When I thought about the manna God offered His people as they wandered in the wilderness, I realized that what I’d been interpreting as an answer might instead be bits of manna, helping me to stay alive in the wilderness.  Manna wasn’t a sign for the Israelites to settle in for the rest of their lives in the barren wasteland, but a bit of grace in the midst of the wilderness, something to help them bear the trial they endured.
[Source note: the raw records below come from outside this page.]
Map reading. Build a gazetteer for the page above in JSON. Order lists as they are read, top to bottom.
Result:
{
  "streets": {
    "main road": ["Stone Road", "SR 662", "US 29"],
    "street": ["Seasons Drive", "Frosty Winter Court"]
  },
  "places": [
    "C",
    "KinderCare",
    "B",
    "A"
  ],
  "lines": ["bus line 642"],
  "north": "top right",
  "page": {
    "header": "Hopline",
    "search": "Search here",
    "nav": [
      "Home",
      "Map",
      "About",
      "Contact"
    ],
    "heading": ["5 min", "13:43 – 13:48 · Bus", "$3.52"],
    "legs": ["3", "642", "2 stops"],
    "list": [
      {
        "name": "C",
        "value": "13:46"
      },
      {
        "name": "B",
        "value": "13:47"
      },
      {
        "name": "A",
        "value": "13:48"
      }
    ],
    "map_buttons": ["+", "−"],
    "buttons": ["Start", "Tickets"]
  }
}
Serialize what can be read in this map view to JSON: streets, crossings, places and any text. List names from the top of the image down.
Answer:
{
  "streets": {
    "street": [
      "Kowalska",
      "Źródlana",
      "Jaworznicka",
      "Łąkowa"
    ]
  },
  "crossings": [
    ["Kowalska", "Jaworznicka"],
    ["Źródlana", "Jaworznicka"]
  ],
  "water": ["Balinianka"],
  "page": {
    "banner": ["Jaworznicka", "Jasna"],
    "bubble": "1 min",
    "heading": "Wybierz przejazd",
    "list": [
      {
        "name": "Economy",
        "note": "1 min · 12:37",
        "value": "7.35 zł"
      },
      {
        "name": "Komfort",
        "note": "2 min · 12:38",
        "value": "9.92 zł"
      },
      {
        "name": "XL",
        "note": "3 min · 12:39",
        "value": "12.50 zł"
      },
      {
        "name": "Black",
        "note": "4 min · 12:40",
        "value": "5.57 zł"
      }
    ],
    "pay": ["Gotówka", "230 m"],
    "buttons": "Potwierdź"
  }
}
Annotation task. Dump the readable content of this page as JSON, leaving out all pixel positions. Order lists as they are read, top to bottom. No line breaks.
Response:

God gives us the tools we need to recognize and listen to his voice, and like any relationship, it changes a little bit all the time.  Studying God’s voice from the beginning of time–in Scripture–helps me to recognize when it might be God calling.  Combing through my life with a Scriptural lens makes sense of things that seem blurry on their own.  At the very least, things never get stagnant with God; the voice is neither predictable nor pedantic, God speaks to each of us individually in a way that’s most effective, most full-of-learning (sometimes most-painful) for you or for me.

What unites us in our (appropriately) individualized relationships with God is the Word of God–Jesus, and the witness to the God who became human given to us by thousands of years of our brothers and sisters in the pilgrimage, through Scripture.  So, while each of us hears God a little differently, we’re all trying to listen to the same God, the one who was revealed to Abraham, Isaac, and Jacob, the one who is Jesus. As we gather together (in church, at dinner parties, at bars) for study, worship, and prayer, we compare notes of how God has revealed himself to each of us in the past and how our experiences hold up against the Bible.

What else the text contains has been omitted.